◆ **Task objective**
Reduce the material below to its lines containing "Terral".

◆ **Record extracts**

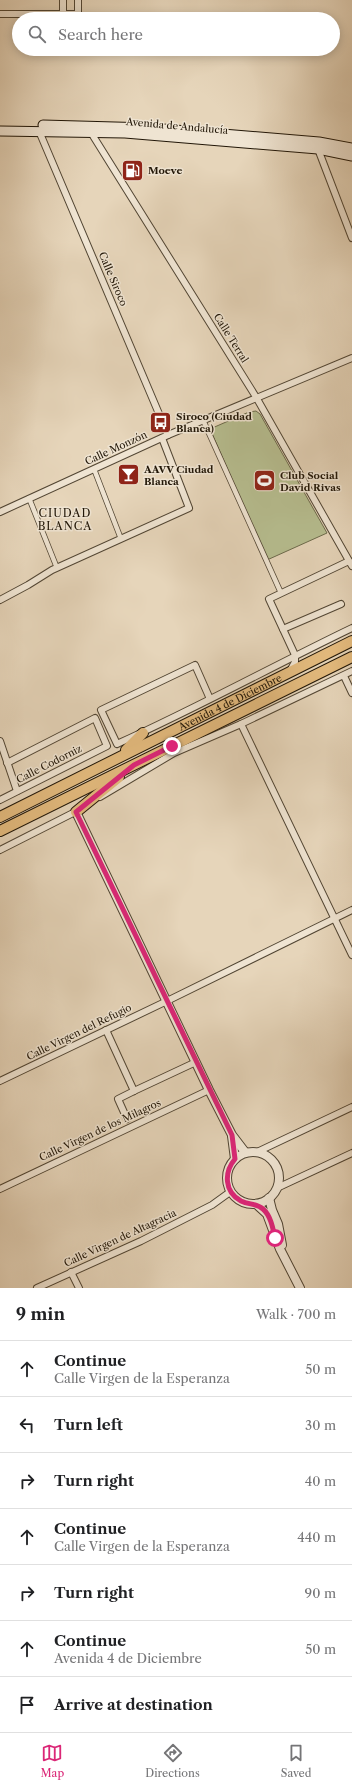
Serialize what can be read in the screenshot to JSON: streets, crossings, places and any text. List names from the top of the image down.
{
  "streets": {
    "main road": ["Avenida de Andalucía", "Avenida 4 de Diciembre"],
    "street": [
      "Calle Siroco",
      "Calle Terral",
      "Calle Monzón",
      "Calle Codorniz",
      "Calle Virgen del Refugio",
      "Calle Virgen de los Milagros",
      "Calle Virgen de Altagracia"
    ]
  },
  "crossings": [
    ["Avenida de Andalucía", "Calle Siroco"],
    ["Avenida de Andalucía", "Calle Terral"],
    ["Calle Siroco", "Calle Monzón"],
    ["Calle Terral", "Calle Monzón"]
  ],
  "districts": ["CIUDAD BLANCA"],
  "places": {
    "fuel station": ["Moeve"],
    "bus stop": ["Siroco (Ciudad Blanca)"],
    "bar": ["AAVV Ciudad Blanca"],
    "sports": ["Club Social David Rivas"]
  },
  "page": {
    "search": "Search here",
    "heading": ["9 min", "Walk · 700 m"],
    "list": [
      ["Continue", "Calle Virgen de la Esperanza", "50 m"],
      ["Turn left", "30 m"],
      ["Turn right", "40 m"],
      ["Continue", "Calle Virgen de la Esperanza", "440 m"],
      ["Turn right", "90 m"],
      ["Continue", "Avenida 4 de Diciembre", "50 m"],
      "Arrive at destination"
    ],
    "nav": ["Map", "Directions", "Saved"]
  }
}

◆ **Written solution**
      "Calle Terral",
    ["Avenida de Andalucía", "Calle Terral"],
    ["Calle Terral", "Calle Monzón"]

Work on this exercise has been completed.